** Exercise aim **
Filter the records below down to lines containing "html".

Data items
◆ ◆ ◆ ◆

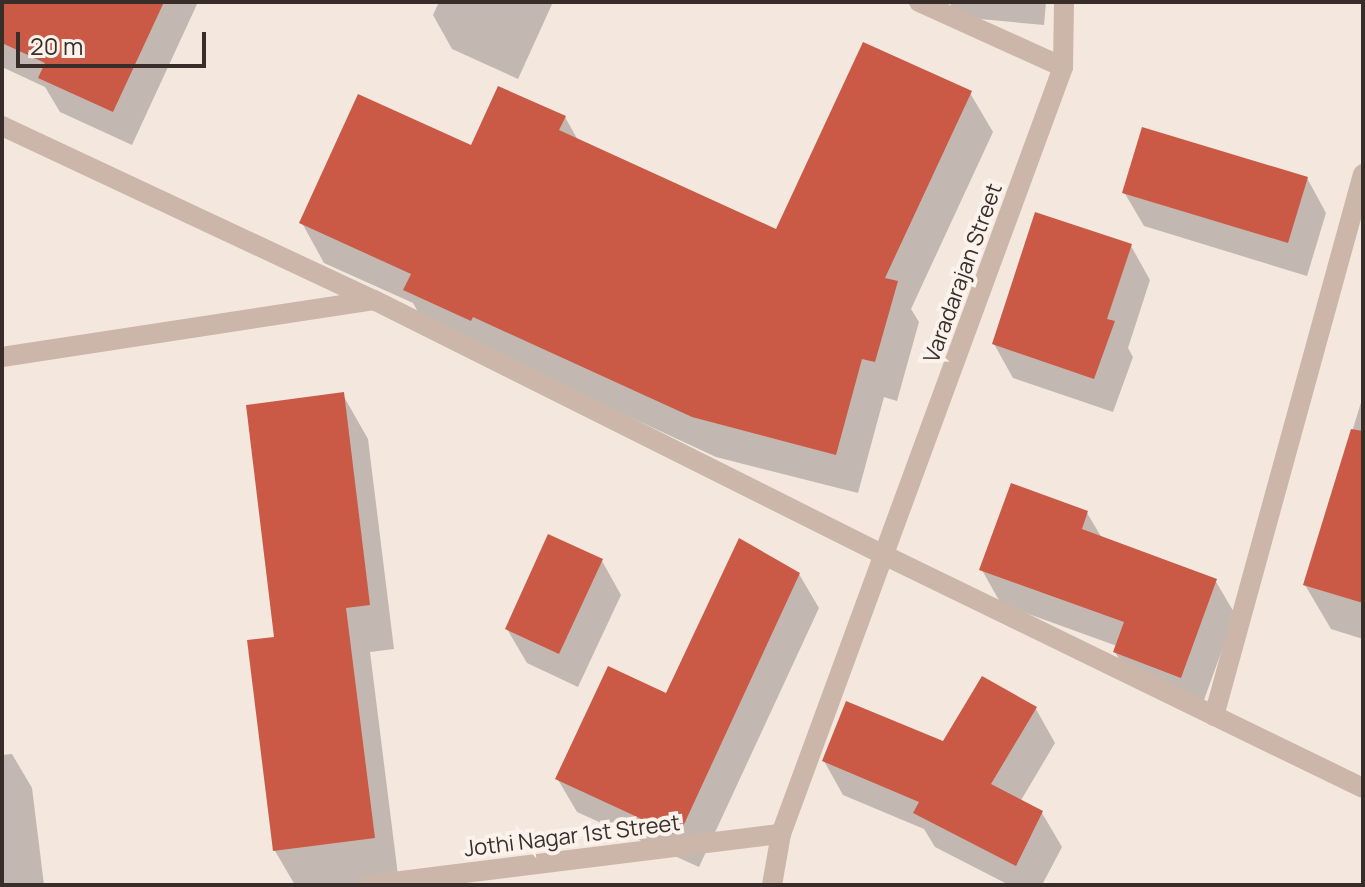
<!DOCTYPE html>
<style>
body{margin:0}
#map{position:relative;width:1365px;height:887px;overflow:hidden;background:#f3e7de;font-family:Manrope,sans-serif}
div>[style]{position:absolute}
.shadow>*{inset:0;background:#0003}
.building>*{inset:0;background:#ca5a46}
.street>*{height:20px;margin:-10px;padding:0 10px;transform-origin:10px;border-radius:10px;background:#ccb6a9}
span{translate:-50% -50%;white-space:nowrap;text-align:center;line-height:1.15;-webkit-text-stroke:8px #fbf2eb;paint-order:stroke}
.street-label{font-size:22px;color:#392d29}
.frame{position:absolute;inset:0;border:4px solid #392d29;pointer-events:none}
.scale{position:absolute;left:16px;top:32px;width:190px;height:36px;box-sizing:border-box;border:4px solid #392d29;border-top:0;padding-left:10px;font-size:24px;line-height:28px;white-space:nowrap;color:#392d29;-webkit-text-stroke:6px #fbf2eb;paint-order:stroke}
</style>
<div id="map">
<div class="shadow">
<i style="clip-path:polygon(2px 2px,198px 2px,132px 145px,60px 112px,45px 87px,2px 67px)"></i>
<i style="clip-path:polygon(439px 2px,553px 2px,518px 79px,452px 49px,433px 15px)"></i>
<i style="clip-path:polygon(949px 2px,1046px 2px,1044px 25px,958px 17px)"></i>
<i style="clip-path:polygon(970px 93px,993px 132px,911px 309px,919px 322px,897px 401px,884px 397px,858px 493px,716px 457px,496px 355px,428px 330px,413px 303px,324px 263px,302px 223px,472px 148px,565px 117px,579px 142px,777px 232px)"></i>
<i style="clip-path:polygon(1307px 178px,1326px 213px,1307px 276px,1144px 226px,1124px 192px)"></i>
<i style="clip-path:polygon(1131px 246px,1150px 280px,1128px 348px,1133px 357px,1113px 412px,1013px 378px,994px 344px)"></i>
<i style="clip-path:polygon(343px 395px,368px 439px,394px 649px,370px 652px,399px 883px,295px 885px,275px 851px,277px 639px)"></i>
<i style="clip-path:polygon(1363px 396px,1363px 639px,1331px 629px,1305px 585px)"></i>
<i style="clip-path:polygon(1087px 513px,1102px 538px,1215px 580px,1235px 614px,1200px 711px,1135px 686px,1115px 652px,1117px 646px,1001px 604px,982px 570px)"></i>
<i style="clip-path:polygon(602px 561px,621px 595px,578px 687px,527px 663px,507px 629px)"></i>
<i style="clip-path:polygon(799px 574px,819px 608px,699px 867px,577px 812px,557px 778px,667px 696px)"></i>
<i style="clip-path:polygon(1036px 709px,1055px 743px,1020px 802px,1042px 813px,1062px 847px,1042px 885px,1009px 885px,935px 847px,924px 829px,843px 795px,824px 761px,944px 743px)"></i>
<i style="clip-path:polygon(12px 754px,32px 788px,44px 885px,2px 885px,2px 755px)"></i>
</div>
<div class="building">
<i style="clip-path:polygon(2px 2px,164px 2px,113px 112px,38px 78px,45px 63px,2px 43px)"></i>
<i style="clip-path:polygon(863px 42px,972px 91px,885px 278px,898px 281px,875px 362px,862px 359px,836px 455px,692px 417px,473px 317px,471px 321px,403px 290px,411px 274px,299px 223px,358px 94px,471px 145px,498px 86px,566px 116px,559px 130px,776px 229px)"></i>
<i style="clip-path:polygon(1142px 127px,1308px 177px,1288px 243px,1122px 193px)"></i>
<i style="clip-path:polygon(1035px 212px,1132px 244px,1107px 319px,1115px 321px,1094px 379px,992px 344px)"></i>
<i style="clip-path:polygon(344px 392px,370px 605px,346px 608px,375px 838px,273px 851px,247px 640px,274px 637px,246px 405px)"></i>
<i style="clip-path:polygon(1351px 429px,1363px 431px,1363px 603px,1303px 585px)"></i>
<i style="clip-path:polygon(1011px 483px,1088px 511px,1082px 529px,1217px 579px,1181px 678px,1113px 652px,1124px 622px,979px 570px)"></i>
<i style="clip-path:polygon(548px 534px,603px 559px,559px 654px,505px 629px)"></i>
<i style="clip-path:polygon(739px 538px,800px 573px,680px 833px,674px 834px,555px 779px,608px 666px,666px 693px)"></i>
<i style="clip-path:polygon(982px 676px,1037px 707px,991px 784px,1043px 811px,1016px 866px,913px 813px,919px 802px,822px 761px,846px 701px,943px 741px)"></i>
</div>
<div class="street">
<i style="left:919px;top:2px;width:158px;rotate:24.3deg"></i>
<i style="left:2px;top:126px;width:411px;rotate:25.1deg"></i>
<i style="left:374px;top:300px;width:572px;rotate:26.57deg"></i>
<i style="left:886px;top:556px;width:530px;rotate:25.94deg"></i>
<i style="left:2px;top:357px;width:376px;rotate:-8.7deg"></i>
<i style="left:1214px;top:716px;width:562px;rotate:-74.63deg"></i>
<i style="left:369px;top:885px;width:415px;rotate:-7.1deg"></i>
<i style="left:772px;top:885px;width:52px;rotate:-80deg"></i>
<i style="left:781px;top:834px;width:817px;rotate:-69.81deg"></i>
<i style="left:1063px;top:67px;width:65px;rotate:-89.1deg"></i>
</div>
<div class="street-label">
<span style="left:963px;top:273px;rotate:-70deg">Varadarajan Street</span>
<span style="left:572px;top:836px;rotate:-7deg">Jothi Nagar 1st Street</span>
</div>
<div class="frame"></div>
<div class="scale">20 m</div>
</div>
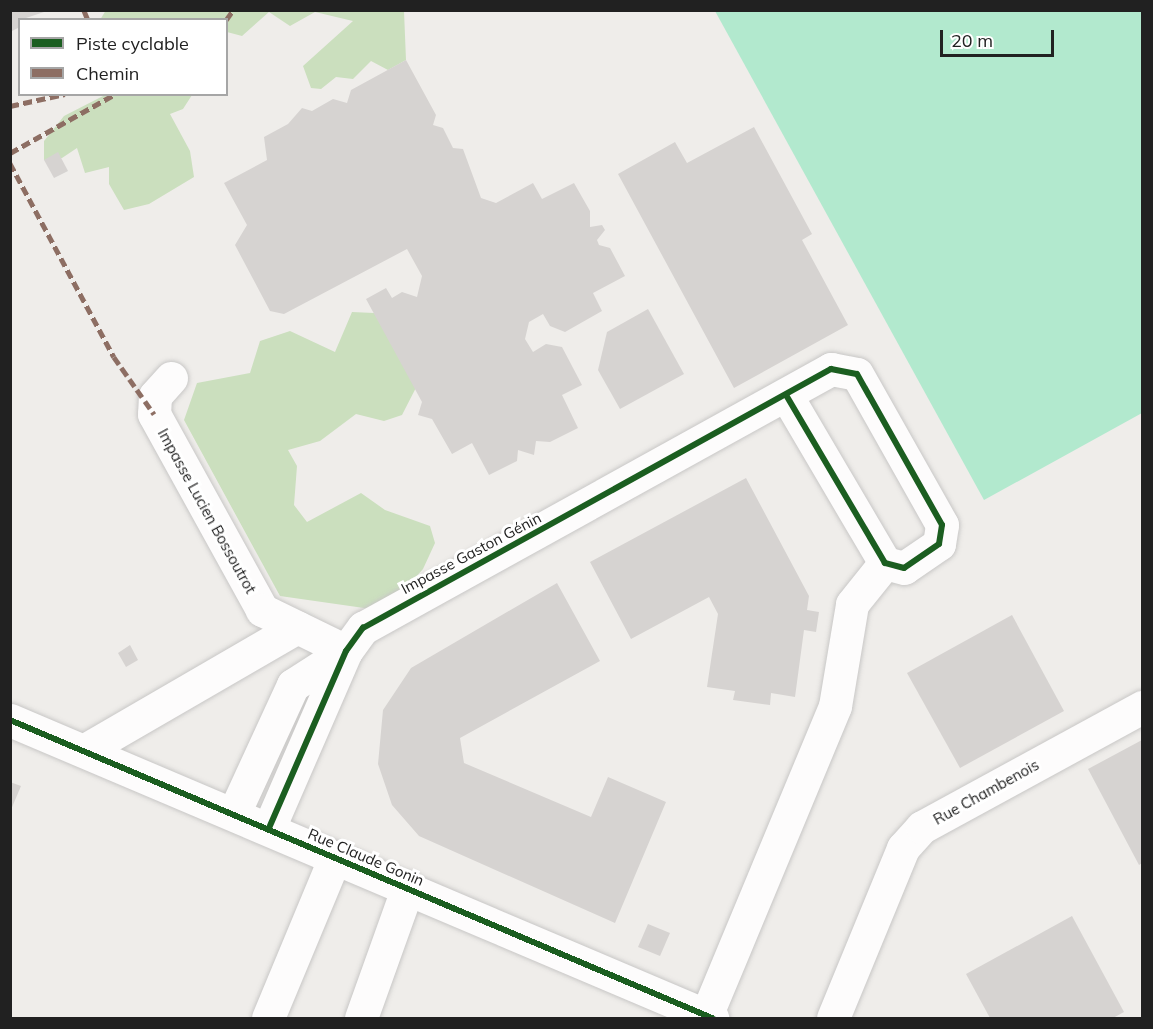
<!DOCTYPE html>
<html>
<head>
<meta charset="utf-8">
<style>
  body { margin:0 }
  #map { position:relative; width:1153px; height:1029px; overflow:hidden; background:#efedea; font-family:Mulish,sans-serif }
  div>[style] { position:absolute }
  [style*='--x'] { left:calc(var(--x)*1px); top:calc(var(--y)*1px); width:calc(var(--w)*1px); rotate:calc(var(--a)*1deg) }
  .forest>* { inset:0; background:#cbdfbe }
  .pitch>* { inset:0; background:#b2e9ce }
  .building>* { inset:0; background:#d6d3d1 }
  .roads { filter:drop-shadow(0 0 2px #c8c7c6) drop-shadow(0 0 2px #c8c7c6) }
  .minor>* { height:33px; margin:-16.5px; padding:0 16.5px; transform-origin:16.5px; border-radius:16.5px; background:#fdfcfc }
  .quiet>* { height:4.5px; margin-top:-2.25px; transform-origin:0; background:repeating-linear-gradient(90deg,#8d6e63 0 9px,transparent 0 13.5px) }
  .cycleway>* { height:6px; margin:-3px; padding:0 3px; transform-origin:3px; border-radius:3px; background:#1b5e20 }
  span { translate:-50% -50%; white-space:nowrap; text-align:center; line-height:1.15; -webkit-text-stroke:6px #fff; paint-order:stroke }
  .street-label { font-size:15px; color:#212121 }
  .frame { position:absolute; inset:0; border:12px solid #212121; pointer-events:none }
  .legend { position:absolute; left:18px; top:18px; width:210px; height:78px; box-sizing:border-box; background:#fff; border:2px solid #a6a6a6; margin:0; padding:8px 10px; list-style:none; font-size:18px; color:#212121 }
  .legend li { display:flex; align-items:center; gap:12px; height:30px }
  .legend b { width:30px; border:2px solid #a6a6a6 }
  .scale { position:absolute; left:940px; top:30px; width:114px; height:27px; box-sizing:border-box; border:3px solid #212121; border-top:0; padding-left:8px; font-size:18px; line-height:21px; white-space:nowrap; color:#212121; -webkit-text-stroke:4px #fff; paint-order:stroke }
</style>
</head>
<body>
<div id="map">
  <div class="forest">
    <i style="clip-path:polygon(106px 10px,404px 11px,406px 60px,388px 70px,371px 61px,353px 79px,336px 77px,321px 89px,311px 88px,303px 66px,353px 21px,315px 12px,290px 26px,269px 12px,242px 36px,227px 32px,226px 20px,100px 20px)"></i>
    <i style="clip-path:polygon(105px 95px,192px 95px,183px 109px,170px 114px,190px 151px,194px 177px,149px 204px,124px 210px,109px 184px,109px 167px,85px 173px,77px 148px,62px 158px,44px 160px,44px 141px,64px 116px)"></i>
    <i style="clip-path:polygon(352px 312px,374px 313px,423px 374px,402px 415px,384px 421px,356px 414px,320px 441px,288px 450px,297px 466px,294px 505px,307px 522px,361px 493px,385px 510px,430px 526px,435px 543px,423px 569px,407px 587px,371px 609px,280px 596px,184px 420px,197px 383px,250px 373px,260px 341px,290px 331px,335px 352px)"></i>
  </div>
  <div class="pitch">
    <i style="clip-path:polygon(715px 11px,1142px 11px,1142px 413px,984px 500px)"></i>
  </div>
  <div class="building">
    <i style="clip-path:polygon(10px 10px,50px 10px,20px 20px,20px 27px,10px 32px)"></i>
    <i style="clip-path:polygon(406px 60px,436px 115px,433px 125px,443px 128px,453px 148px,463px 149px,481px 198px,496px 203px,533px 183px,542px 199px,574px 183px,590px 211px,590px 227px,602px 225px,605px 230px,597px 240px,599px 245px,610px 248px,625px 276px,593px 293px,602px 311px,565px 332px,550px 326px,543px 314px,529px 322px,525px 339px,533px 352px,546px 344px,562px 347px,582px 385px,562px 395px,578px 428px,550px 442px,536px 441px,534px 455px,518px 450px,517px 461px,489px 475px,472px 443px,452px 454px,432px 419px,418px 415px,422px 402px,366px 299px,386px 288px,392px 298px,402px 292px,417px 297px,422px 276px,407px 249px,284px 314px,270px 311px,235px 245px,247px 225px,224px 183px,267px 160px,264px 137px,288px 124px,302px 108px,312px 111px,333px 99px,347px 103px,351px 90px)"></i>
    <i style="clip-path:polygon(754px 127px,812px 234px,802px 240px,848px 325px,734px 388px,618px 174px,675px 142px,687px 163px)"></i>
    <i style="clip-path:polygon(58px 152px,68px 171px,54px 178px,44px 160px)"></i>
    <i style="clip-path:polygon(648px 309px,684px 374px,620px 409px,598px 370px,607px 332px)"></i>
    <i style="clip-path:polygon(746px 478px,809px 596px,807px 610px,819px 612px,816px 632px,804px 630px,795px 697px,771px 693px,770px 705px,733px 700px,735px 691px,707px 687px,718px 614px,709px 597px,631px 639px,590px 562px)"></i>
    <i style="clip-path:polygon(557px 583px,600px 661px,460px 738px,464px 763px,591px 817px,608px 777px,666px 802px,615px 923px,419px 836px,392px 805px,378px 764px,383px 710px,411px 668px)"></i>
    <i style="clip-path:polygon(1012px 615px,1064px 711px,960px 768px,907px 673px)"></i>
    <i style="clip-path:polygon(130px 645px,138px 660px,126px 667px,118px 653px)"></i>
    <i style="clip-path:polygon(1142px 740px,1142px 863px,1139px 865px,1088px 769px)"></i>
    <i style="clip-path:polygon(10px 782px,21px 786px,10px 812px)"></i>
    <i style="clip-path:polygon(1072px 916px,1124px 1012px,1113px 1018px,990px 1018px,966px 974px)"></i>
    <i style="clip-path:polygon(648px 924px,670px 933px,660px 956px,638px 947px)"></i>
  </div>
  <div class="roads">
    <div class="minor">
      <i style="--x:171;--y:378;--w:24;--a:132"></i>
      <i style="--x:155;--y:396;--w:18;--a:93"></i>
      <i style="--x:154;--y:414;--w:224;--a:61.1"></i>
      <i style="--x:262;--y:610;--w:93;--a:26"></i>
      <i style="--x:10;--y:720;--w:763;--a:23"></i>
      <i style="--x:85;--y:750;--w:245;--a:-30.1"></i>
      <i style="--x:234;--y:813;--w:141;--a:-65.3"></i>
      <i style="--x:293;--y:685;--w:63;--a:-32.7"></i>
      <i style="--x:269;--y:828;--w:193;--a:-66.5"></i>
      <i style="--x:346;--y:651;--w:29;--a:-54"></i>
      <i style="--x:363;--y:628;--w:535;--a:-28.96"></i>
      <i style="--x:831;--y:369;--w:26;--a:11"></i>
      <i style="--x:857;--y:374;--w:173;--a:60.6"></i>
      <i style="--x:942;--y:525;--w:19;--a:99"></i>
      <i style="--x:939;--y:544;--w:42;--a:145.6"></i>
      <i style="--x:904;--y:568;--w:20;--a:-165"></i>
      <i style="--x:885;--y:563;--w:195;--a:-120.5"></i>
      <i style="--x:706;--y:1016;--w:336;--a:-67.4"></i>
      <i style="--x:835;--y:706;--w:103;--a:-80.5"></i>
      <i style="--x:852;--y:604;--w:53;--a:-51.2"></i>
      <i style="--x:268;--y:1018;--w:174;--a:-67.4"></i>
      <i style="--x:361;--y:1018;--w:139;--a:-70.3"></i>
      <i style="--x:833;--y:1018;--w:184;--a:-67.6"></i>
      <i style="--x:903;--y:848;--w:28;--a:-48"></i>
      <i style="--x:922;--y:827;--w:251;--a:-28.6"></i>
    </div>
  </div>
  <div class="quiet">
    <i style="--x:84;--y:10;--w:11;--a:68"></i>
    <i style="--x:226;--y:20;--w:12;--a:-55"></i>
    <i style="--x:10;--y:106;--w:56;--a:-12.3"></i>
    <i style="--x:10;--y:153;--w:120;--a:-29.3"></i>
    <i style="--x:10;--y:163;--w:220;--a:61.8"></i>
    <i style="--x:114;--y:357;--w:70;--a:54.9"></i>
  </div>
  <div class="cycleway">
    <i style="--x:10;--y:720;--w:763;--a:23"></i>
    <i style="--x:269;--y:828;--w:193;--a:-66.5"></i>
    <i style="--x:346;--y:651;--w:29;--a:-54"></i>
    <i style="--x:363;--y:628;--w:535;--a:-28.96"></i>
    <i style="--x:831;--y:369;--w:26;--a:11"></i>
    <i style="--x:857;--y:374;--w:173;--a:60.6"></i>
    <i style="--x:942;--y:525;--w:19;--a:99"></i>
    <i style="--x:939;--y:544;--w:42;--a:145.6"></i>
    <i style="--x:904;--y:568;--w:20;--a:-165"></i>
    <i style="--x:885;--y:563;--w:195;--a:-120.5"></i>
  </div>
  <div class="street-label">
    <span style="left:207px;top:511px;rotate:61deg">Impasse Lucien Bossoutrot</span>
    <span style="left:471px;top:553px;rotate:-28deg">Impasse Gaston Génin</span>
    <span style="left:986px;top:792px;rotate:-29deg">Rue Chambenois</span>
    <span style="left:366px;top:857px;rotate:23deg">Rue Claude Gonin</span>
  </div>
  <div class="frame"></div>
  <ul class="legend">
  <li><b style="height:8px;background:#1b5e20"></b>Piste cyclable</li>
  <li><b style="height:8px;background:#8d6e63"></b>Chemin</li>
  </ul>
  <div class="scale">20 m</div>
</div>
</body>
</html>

◆ ◆ ◆ ◆

** The answer **
<!DOCTYPE html>
<!DOCTYPE html>
<html>
</html>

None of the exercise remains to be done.